How often have I desired to
gather your children together
as a hen gathers her brood
under her wings,
and you were not willing!"
So laments the maternal Jesus
in Matthew and in Luke.
"Next
year in Jerusalem!"
chant Jews around the world,
hoping for a peaceful reunion
in a peaceful homeland in a
peaceful future.
Is
God infinitely patient?
How many chances does God grant?
Can we bank on God's grace?
America
has its own slain prophets, its martyrs,
like Abraham Lincoln, Martin Luther King, Jr.,
John Kennedy and Robert Kennedy,
to name only a few.
Sadly there have been many
others.
America,
too, has implacable enemies
who think one or a dozen attacks,
or a score, or more,
will eventually cause its downfall.
Violence
begets violence,
and the U.S. war on terrorism could be endless.
In
this fallen world, all nations feel the need of defense
against enemies within and without.
Peace at any price is no answer,
not for individuals,
nor communities, nor nations.
Nonetheless,
I wonder,
Is God infinitely patient?
How many chances does God grant?
Can we bank on God's grace?
Do God's mercies never come
to an end?
Don't YOU wonder?
Because
our Christian testimony speaks over and over of peace.
"Blessed
are the peacemakers," says the Prince of Peace.

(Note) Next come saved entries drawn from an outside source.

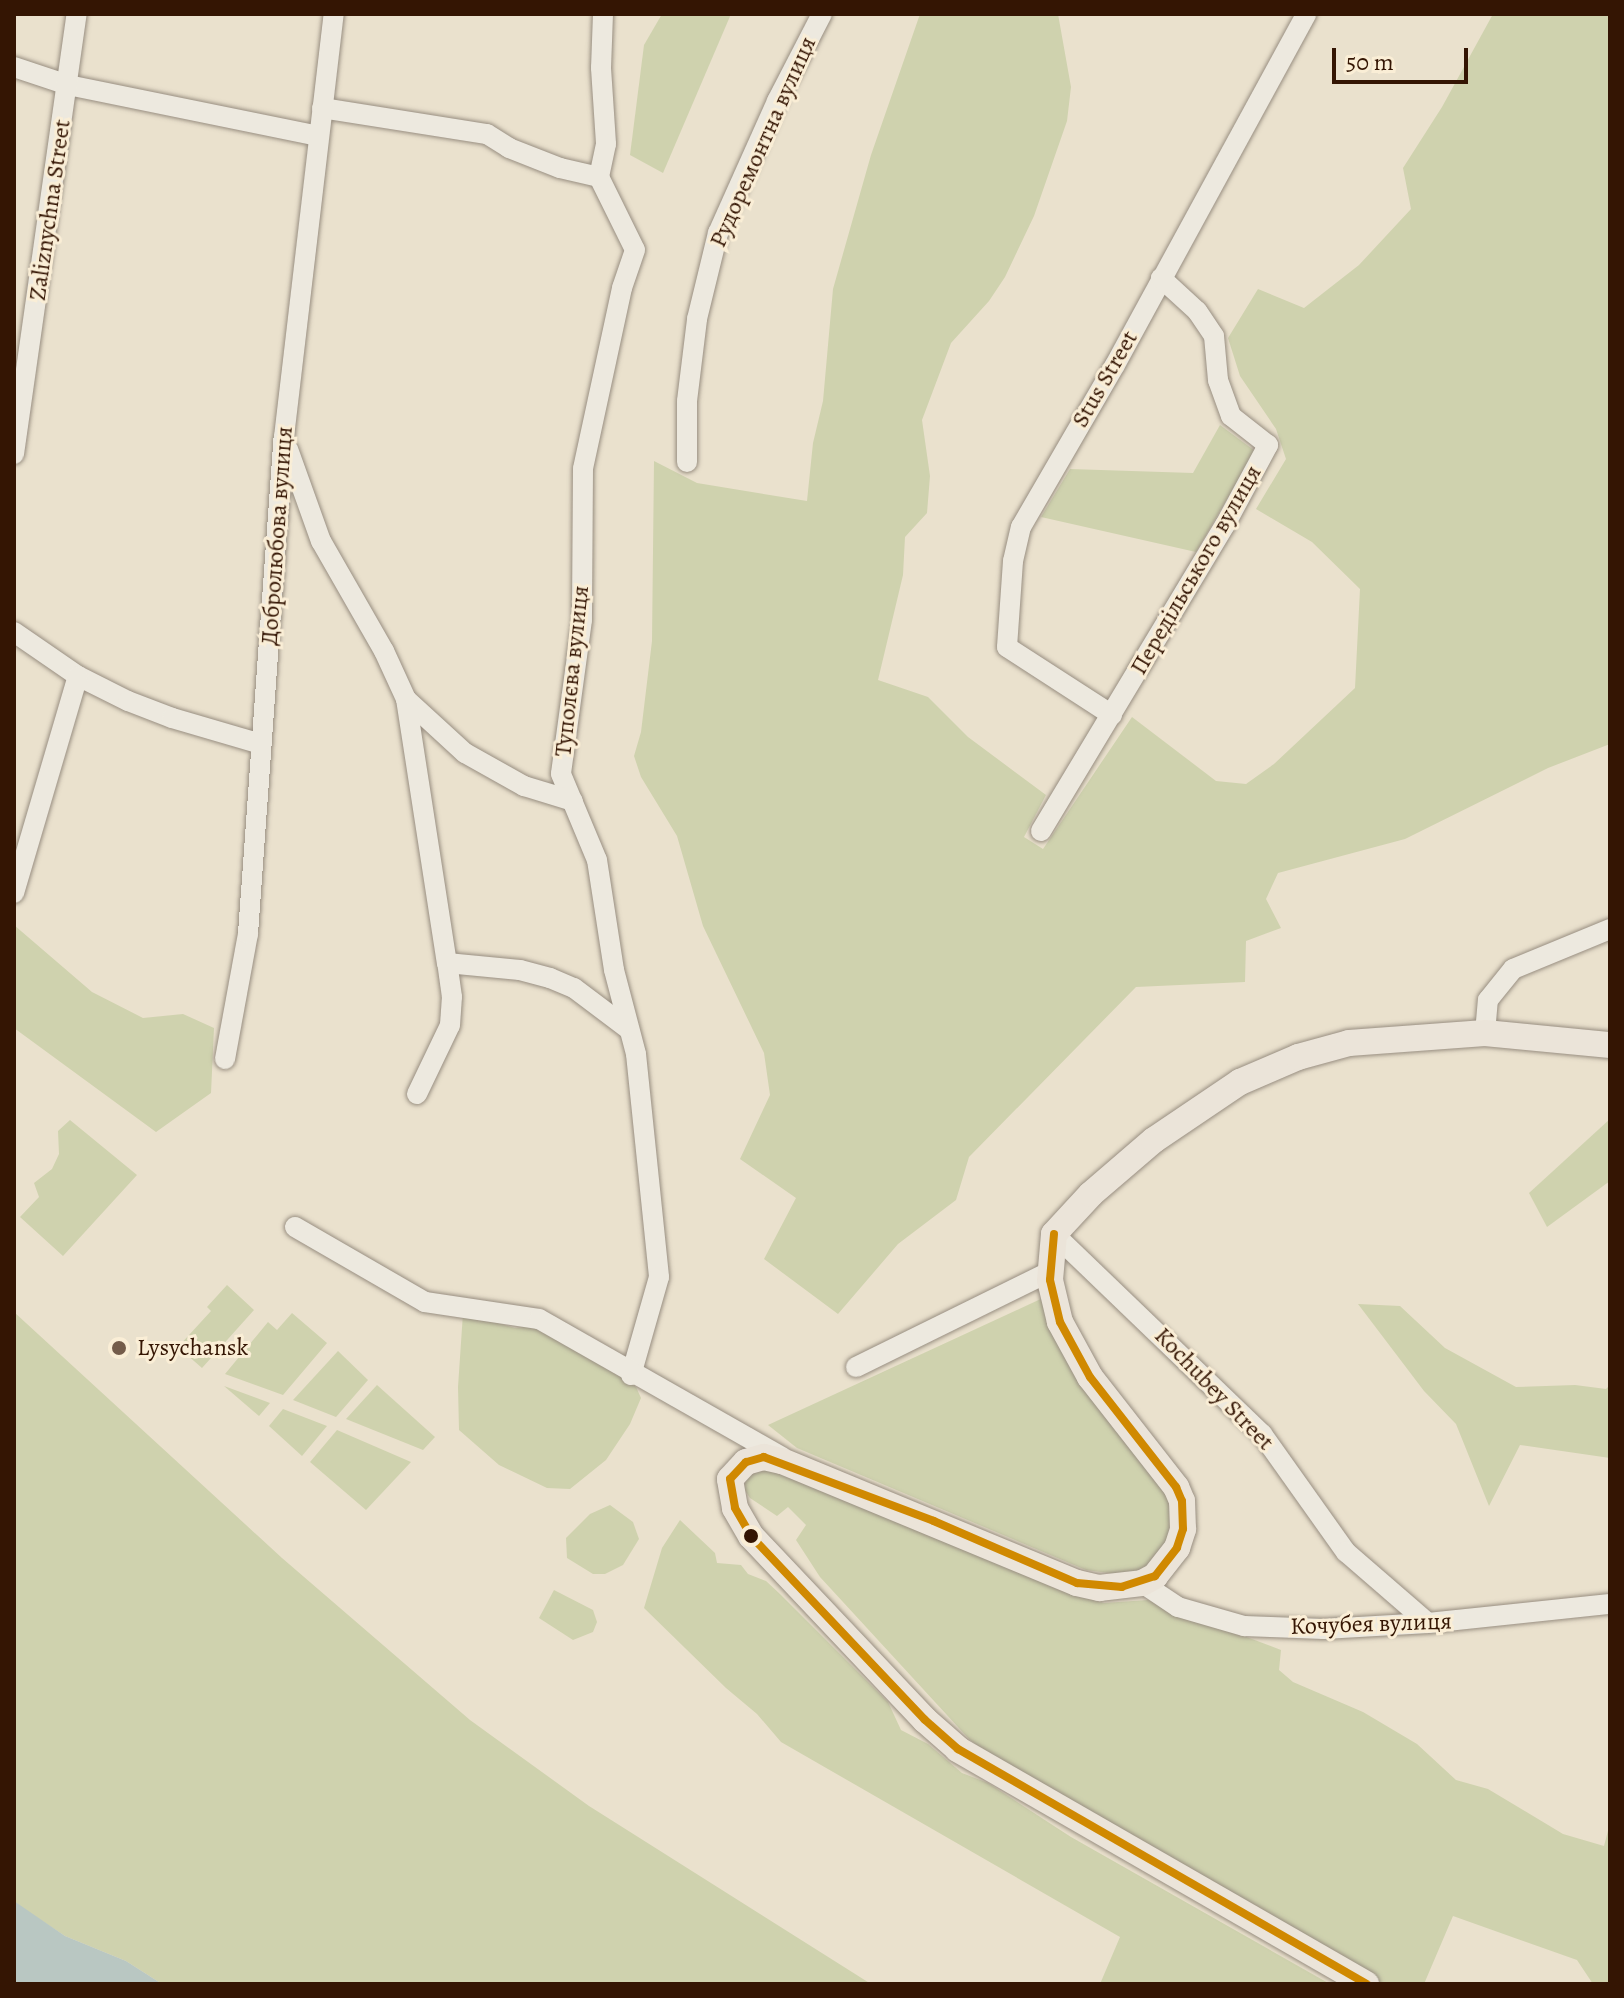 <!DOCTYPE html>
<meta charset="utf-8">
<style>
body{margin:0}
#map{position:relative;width:1624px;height:1998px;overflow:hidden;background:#eae1cd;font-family:Alegreya,serif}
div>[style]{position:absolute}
.green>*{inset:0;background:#cfd2ae}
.water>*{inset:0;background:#b9c7c2}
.roads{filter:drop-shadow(0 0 2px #988e81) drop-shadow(0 0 2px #988e81)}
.minor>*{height:20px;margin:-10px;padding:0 10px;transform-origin:10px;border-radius:10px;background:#ede9df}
.major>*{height:26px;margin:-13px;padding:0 13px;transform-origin:13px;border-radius:13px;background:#ebe4d9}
.bus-1>*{height:8px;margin:-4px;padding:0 4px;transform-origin:4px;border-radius:4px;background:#d08901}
.dots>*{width:22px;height:22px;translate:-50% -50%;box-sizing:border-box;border:4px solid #faeed6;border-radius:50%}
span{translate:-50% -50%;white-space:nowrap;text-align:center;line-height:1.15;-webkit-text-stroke:6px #faeed6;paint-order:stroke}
.street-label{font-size:24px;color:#341503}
.poi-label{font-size:24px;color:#341503}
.left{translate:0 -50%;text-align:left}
.frame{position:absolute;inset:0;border:16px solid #341503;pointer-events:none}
.scale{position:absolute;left:1332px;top:48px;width:136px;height:36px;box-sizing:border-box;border:4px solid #341503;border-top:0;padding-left:10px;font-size:24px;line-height:28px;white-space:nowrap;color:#341503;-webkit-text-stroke:6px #faeed6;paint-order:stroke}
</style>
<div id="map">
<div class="green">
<div style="clip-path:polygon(662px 14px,731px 14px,663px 173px,630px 155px,644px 45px)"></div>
<div style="clip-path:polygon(920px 14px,1058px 14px,1071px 87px,1067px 121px,1034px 216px,1005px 277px,989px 301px,951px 343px,922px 420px,930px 476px,927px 513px,905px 537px,903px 575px,878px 680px,928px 697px,968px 737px,1046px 795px,1024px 837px,1043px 849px,1132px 717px,1216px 781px,1246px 784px,1274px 764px,1355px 688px,1360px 589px,1312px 542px,1256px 509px,1286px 459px,1276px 429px,1240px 376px,1228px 338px,1258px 289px,1304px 308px,1359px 265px,1411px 209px,1403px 168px,1442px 107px,1493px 14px,1610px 14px,1610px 744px,1548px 768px,1405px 839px,1278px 873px,1266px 899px,1281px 928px,1246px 941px,1245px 982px,1136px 987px,969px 1157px,956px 1200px,898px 1244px,838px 1314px,764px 1259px,796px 1198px,740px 1159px,770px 1095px,764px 1053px,703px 926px,677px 836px,641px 777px,634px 756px,641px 732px,652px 641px,654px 461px,697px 483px,807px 501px,813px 443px,823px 401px,833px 289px,871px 155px)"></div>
<div style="clip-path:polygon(1220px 425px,1255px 451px,1196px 552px,1041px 517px,1070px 469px,1193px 473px)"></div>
<div style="clip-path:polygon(14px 925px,92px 992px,143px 1018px,183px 1014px,214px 1028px,211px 1093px,156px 1132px,14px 1028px)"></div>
<div style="clip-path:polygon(1610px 1119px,1610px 1181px,1547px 1227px,1529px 1193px)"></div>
<div style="clip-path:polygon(70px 1120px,137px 1175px,63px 1256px,20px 1217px,39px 1197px,34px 1183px,52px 1169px,59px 1154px,58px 1131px)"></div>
<div style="clip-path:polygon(227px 1285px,254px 1310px,202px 1368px,178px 1347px,211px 1311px,207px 1307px)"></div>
<div style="clip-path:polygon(1045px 1297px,1168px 1493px,1175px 1518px,1165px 1547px,1141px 1572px,1116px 1574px,1086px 1570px,797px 1448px,768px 1425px)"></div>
<div style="clip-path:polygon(1358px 1304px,1400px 1306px,1445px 1348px,1516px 1387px,1575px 1385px,1606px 1389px,1610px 1385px,1610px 1458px,1520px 1445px,1489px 1506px,1456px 1424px,1424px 1391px)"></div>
<div style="clip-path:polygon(14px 1312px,282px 1558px,470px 1720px,589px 1806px,871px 1984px,162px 1984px,126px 1961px,65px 1936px,21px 1907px,14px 1901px)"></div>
<div style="clip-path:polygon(292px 1313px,327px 1343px,283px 1395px,225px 1374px,268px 1322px,277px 1330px)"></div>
<div style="clip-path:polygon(463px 1313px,515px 1328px,539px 1325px,636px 1387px,641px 1398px,630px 1424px,606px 1460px,570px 1489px,547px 1488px,499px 1465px,459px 1430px,458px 1387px)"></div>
<div style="clip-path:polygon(338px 1351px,368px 1380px,336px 1417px,293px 1400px)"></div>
<div style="clip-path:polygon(377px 1385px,435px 1437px,423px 1450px,346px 1419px)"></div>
<div style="clip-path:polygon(224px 1386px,270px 1403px,259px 1416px)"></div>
<div style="clip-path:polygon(283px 1409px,327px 1426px,302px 1456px,269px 1426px)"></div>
<div style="clip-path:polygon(337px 1430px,411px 1462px,366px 1510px,310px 1462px)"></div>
<div style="clip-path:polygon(767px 1467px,1081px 1596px,1104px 1603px,1148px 1600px,1281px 1650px,1279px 1670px,1293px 1682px,1363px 1712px,1417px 1744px,1456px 1780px,1488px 1789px,1563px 1834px,1604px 1846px,1610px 1823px,1610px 1984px,1593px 1984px,1577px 1960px,1453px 1916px,1424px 1984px,1384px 1984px,1009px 1770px,969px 1739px,820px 1577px,796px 1540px,806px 1525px,788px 1507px,777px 1516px,750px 1498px,744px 1489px,746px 1479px,754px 1471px)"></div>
<div style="clip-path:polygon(610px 1505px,633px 1522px,639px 1539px,623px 1565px,605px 1574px,593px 1574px,567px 1558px,566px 1538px,590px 1514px)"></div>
<div style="clip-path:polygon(680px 1520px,715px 1553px,717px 1563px,741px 1565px,748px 1574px,766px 1581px,780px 1594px,888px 1702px,901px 1730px,928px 1744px,962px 1773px,988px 1783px,1071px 1837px,1330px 1984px,1100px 1984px,1120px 1937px,781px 1742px,757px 1714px,726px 1688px,644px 1608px,662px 1548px)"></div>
<div style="clip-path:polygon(554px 1590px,593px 1610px,597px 1622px,593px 1632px,573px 1640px,539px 1618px)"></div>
</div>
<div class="water">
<div style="clip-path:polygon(14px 1901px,65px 1936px,126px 1961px,162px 1984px,14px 1984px)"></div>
</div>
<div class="roads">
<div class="minor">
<div style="left:603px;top:14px;width:54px;rotate:92.1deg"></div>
<div style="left:601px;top:68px;width:76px;rotate:86.2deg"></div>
<div style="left:606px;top:144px;width:34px;rotate:102deg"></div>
<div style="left:599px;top:177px;width:81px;rotate:63.7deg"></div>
<div style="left:635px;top:250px;width:40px;rotate:108.9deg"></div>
<div style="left:622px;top:288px;width:185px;rotate:102.2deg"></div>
<div style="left:583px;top:469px;width:151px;rotate:90.4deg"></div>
<div style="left:582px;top:620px;width:155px;rotate:97.8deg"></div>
<div style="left:561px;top:774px;width:93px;rotate:67.3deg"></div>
<div style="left:597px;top:860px;width:111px;rotate:81.2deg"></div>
<div style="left:614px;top:970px;width:87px;rotate:75.3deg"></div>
<div style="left:636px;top:1054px;width:224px;rotate:84.1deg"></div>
<div style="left:659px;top:1277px;width:102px;rotate:105.9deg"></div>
<div style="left:14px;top:67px;width:57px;rotate:18.4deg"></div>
<div style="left:68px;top:85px;width:255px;rotate:11.5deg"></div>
<div style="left:322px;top:108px;width:167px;rotate:9deg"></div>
<div style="left:487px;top:134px;width:26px;rotate:32deg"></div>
<div style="left:509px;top:148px;width:55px;rotate:21.4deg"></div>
<div style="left:560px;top:168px;width:40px;rotate:13deg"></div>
<div style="left:288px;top:449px;width:98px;rotate:70.3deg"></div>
<div style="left:321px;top:541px;width:127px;rotate:60.2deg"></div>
<div style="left:384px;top:651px;width:53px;rotate:65.4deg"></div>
<div style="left:406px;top:699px;width:80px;rotate:42.5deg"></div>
<div style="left:465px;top:753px;width:68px;rotate:29.2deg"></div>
<div style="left:524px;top:786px;width:51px;rotate:17deg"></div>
<div style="left:14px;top:454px;width:444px;rotate:-81.9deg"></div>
<div style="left:687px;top:462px;width:61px;rotate:-90deg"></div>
<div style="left:687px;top:401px;width:83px;rotate:-83deg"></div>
<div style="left:697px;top:319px;width:89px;rotate:-76.3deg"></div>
<div style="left:718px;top:233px;width:145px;rotate:-65.9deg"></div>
<div style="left:777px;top:101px;width:98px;rotate:-62.7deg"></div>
<div style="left:14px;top:632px;width:78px;rotate:34.5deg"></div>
<div style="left:78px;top:676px;width:56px;rotate:26.6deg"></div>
<div style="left:128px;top:701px;width:47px;rotate:21.1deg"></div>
<div style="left:172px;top:718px;width:93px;rotate:16.3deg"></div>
<div style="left:406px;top:699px;width:267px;rotate:81.2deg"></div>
<div style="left:1112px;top:715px;width:125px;rotate:-147.1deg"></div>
<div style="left:1007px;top:647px;width:86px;rotate:-86deg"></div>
<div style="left:1013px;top:561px;width:35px;rotate:-77deg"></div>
<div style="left:1021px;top:527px;width:187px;rotate:-59.9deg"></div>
<div style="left:1115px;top:365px;width:400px;rotate:-61.4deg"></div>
<div style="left:1041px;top:831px;width:357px;rotate:-59deg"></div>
<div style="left:1225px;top:525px;width:91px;rotate:-61.7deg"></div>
<div style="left:1268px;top:445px;width:47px;rotate:-141.9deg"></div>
<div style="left:1231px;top:416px;width:38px;rotate:-110deg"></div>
<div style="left:1218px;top:380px;width:44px;rotate:-95.2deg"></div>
<div style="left:1214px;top:336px;width:30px;rotate:-124deg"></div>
<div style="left:1197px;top:311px;width:49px;rotate:-137.5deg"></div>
<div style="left:14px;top:893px;width:226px;rotate:-73.6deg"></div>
<div style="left:1485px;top:1033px;width:33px;rotate:-85deg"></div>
<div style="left:1488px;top:1000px;width:40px;rotate:-51deg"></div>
<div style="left:1513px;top:969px;width:105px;rotate:-22.4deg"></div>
<div style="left:225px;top:1059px;width:127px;rotate:-79.6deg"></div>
<div style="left:248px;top:934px;width:498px;rotate:-85.9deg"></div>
<div style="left:284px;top:437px;width:426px;rotate:-83.3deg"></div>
<div style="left:417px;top:1094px;width:76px;rotate:-64.4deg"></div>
<div style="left:450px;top:1025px;width:28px;rotate:-86deg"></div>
<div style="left:452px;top:997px;width:34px;rotate:-98deg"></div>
<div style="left:447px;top:963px;width:73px;rotate:5.5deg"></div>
<div style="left:520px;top:970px;width:31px;rotate:15deg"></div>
<div style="left:550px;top:978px;width:26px;rotate:23deg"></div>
<div style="left:574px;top:988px;width:66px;rotate:37deg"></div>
<div style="left:295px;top:1227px;width:150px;rotate:30deg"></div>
<div style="left:425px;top:1302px;width:115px;rotate:8.5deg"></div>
<div style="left:539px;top:1319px;width:279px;rotate:29.6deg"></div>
<div style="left:1054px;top:1234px;width:289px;rotate:43.9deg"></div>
<div style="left:1262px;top:1434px;width:145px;rotate:54.6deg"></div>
<div style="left:1346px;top:1552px;width:108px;rotate:40.9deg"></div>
<div style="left:856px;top:1367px;width:217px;rotate:-26.2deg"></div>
<div style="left:1142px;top:1583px;width:43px;rotate:33.7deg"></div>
<div style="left:1178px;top:1607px;width:69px;rotate:16.1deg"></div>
<div style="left:1244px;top:1626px;width:80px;rotate:2.1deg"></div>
<div style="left:1324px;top:1629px;width:104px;rotate:-3.3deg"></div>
<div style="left:1428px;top:1623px;width:183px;rotate:-6deg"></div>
</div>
<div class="major">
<div style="left:1366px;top:1984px;width:471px;rotate:-150.1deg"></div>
<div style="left:958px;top:1749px;width:44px;rotate:-138.7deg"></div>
<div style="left:925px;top:1720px;width:253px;rotate:-133.4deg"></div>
<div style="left:751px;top:1536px;width:32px;rotate:-120deg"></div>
<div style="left:735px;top:1508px;width:29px;rotate:-100deg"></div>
<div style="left:730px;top:1479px;width:23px;rotate:-47deg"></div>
<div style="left:746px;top:1462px;width:19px;rotate:-16deg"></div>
<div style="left:764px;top:1457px;width:18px;rotate:13deg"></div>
<div style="left:782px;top:1461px;width:319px;rotate:22.5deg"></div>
<div style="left:1077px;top:1583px;width:23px;rotate:13deg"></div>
<div style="left:1099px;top:1588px;width:43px;rotate:-6.6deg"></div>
<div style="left:1142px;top:1583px;width:15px;rotate:-28deg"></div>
<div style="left:1155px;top:1576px;width:36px;rotate:-52deg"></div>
<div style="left:1177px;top:1548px;width:20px;rotate:-72deg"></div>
<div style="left:1183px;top:1529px;width:28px;rotate:-92deg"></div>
<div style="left:1182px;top:1501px;width:15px;rotate:-113deg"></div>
<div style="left:1176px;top:1487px;width:140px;rotate:-128deg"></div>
<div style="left:1090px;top:1377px;width:63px;rotate:-118.6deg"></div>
<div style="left:1060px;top:1322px;width:43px;rotate:-103.4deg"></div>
<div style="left:1050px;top:1280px;width:46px;rotate:-85deg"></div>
<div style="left:1054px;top:1234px;width:54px;rotate:-47.2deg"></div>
<div style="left:1091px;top:1194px;width:83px;rotate:-40.6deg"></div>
<div style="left:1154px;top:1140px;width:104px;rotate:-34deg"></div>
<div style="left:1240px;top:1082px;width:63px;rotate:-23.3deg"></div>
<div style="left:1298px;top:1057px;width:53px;rotate:-15.4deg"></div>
<div style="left:1349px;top:1043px;width:136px;rotate:-4.2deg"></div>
<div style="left:1485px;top:1033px;width:126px;rotate:5.5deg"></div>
</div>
</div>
<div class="bus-1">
<div style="left:1054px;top:1234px;width:46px;rotate:95deg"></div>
<div style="left:1050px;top:1280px;width:43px;rotate:76.6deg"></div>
<div style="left:1060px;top:1322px;width:63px;rotate:61.4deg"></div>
<div style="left:1090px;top:1377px;width:140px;rotate:52deg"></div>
<div style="left:1176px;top:1487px;width:15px;rotate:67deg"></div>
<div style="left:1182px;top:1501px;width:28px;rotate:88deg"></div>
<div style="left:1183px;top:1529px;width:20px;rotate:108deg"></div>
<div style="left:1177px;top:1548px;width:36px;rotate:128deg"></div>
<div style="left:1155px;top:1576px;width:35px;rotate:162deg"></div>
<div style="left:1122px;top:1587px;width:45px;rotate:-174.9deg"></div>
<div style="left:1077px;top:1583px;width:156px;rotate:-156.6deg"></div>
<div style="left:934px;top:1521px;width:182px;rotate:-159.4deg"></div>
<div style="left:764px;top:1457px;width:19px;rotate:164deg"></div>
<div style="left:746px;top:1462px;width:23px;rotate:133deg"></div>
<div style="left:730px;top:1479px;width:29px;rotate:80deg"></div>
<div style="left:735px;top:1508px;width:32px;rotate:60deg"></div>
<div style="left:751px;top:1536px;width:253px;rotate:46.6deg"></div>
<div style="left:925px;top:1720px;width:44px;rotate:41.3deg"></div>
<div style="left:958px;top:1749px;width:471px;rotate:29.9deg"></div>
</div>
<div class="dots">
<div style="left:119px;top:1348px;background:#745c4a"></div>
<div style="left:751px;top:1536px;background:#341503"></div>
</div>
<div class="street-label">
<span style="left:763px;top:142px;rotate:-66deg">Рудоремонтна вулиця</span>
<span style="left:50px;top:210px;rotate:-82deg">Zaliznychna Street</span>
<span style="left:1105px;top:379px;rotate:-60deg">Stus Street</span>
<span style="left:277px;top:536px;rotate:-86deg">Добролюбова вулиця</span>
<span style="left:1196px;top:570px;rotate:-60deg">Передільського вулиця</span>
<span style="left:572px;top:671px;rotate:-84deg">Туполєва вулиця</span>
<span style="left:1214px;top:1389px;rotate:46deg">Kochubey Street</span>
<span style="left:1371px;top:1624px;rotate:-2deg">Кочубея вулиця</span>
</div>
<div class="poi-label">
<span class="left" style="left:137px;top:1348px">Lysychansk</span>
</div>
<div class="frame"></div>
<div class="scale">50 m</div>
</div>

"Peace I leave with you; my peace I give to you."
"Peace be with you."
"The
Kingdom of God is righteousness and peace.
Let us then pursue what makes for peace."
"It
is to peace that God has called you."
"Be at peace among yourselves."
"Pursue peace with everyone."
"Grace
to you and peace."
Let
us do our best to be peacemakers, to be at peace.
Imagine
the green hills of Galilee.
Envision the Chapel of the
Beatitudes.
Picture the blue Mediterranean.
Visualize the Church of St.
Peter in Gallicantu.
Here
at the altar, especially now, during Lent,
pray for the peace of Jerusalem.
"And
the peace of God, which surpasses all understanding,
will guard your hearts and your minds in Christ Jesus."